Piccola Svizzera, ma attori di primo piano

Articolo global
Le multinazionali svizzere sono attori importanti sul mercato mondiale, ed ancora di più nei paesi del Sud, spesso mal governati. Quattro grafici spiegano le ragioni per cui la Svizzera è chiamata a prendere la sua responsabilità. Articolo M. Mugglin

Gestire in maniera responsabile un’impresa non significa farlo solamente nella sede centrale, ma anche in ugual modo in tutte le altre filiali all’estero. Le relazioni commerciali con terzi, specialmente quando questi ultimi lavorano in settori dove i diritti umani sono a rischio, richiedono una maggiore attenzione.

 

1. Multinazionali con sede in Svizzera e filiali nel mondo: viene impiegato più personale all’estero.
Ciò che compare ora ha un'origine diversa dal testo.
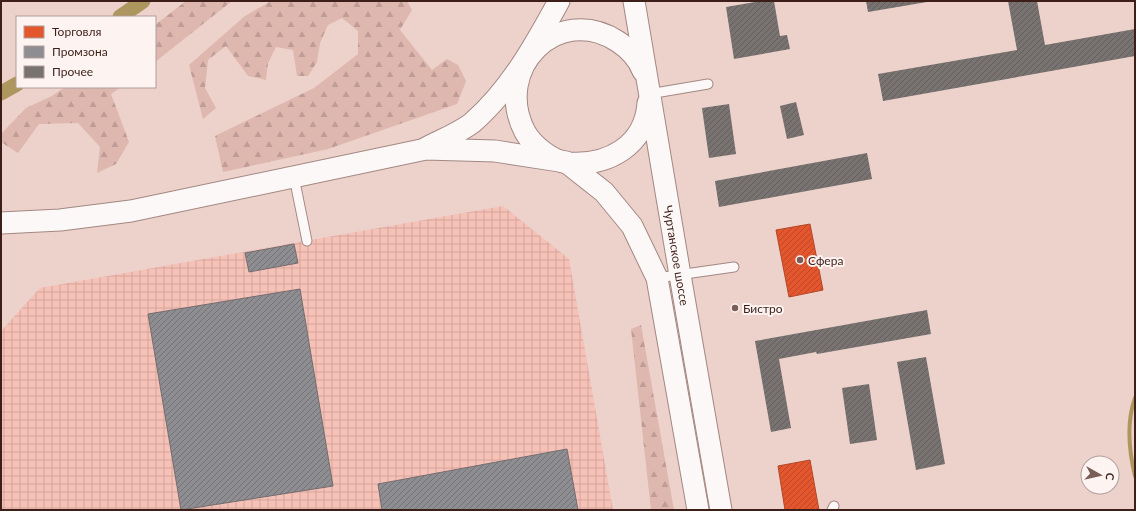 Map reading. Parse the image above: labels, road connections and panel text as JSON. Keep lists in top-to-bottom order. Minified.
{"streets":{"street":["Чуртанское шоссе"]},"places":["Сфера","Бистро"],"legend":["Торговля","Промзона","Прочее"],"north":"right"}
Handelszeitung 21 juin et 13 juillet 2018 / Rapports annuels 2017

Facendo un confronto, la maggior parte di queste multinazionali impiegano solo una minor parte del personale in Svizzera. Delle undici multinazionali svizzere che impiegano più personale, la proporzione di impiegati in Svizzera è spesso meno del 5%. La percentuale è più elevata per quanto riguarda le multinazionali dell’industria farmaceutica, come Novartis e Roche, e per due grandi banche come UBS e CS.
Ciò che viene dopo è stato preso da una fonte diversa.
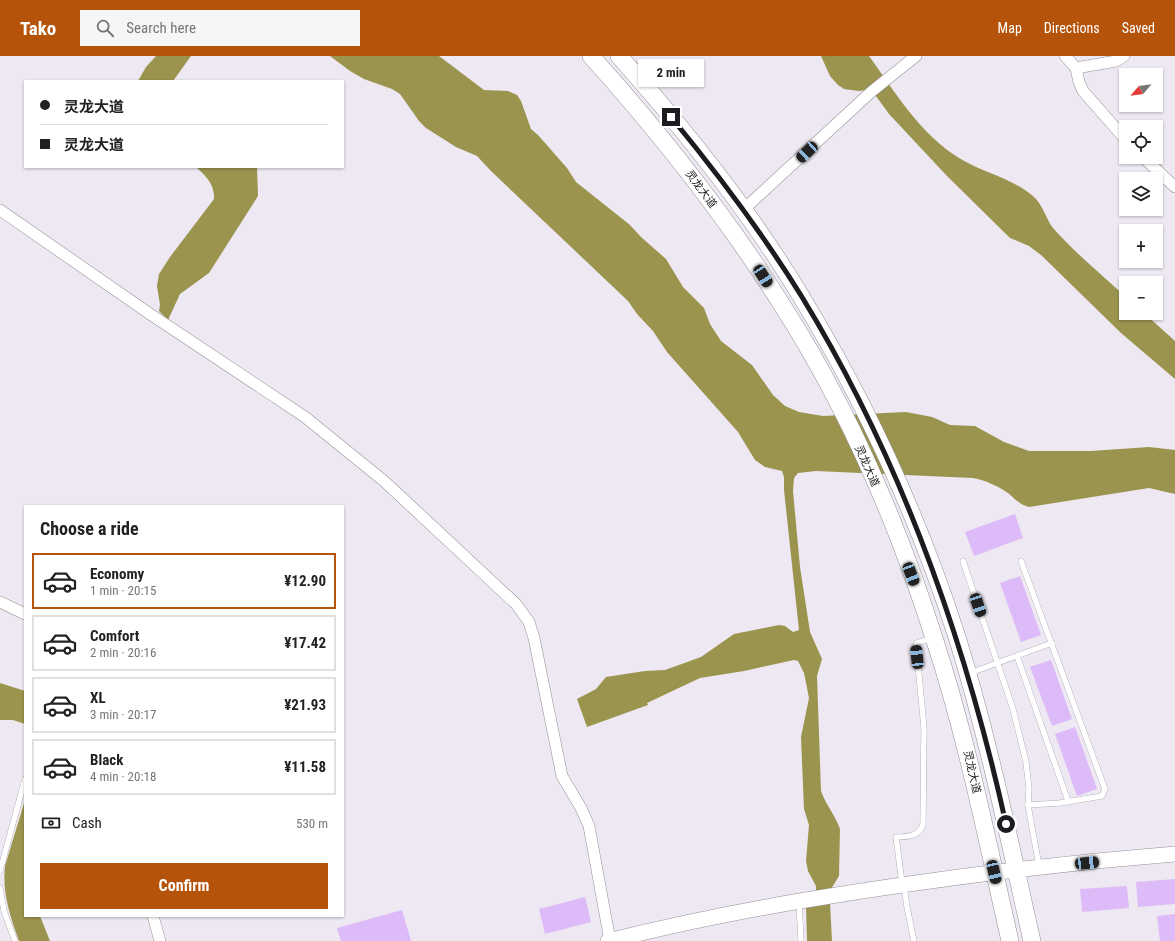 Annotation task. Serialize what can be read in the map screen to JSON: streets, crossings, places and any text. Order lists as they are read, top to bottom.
{
  "streets": {
    "main road": ["灵龙大道"]
  },
  "north": "bottom left",
  "page": {
    "header": "Tako",
    "search": "Search here",
    "nav": ["Map", "Directions", "Saved"],
    "bubble": "2 min",
    "map_buttons": ["+", "−"],
    "banner": ["灵龙大道", "灵龙大道"],
    "heading": "Choose a ride",
    "list": [
      {
        "name": "Economy",
        "note": "1 min · 20:15",
        "value": "¥12.90"
      },
      {
        "name": "Comfort",
        "note": "2 min · 20:16",
        "value": "¥17.42"
      },
      {
        "name": "XL",
        "note": "3 min · 20:17",
        "value": "¥21.93"
      },
      {
        "name": "Black",
        "note": "4 min · 20:18",
        "value": "¥11.58"
      }
    ],
    "pay": ["Cash", "530 m"],
    "buttons": "Confirm"
  }
}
“In quanto sede di imprese multinazionali e federazioni sportive tra le più importanti del mondo, la Svizzera deve prestare un’attenzione particolare al rispetto dei diritti umani del settore privato” (Messaggio del Consiglio federale sull’Iniziativa popolare “Per imprese responsabili - a tutela dell’essere umano e dell’ambiente”, pagina 17).

2. La globalizzazione dell’economia svizzera avanza a pieno regime. Le multinazionali creano più impieghi altrove che in Svizzera.

Source : BNS

Per quanto riguarda gli impieghi, i gruppi svizzeri hanno una crescita maggiore all’estero rispetto che in Svizzera. Se dal 2004 i medesimi hanno creato 41'746 nuovi posti di lavoro in Svizzera, all’estero il numero è moltiplicato 16,5 volte di più, pari a 690'965. È in Cina ed in India che la crescita è più ampia: infatti, in questi due paesi emergenti, si trovano più di un quarto dei nuovi impieghi creati all’estero, ovvero 186'000 posti. Ciò corrisponde a tre volte di più che la somma dei nuovi impieghi creati in America latina ed in Africa.

3. Vi sono imprese svizzere nel campo delle materie prime che fanno affari e sono in stretto contatto con stati africani esportatori di petrolio dai governi fragili dove le fughe di capitali sono importanti. Si tratta di paesi in cui la ricchezza derivata dal petrolio mette la popolazione in condizioni di povertà.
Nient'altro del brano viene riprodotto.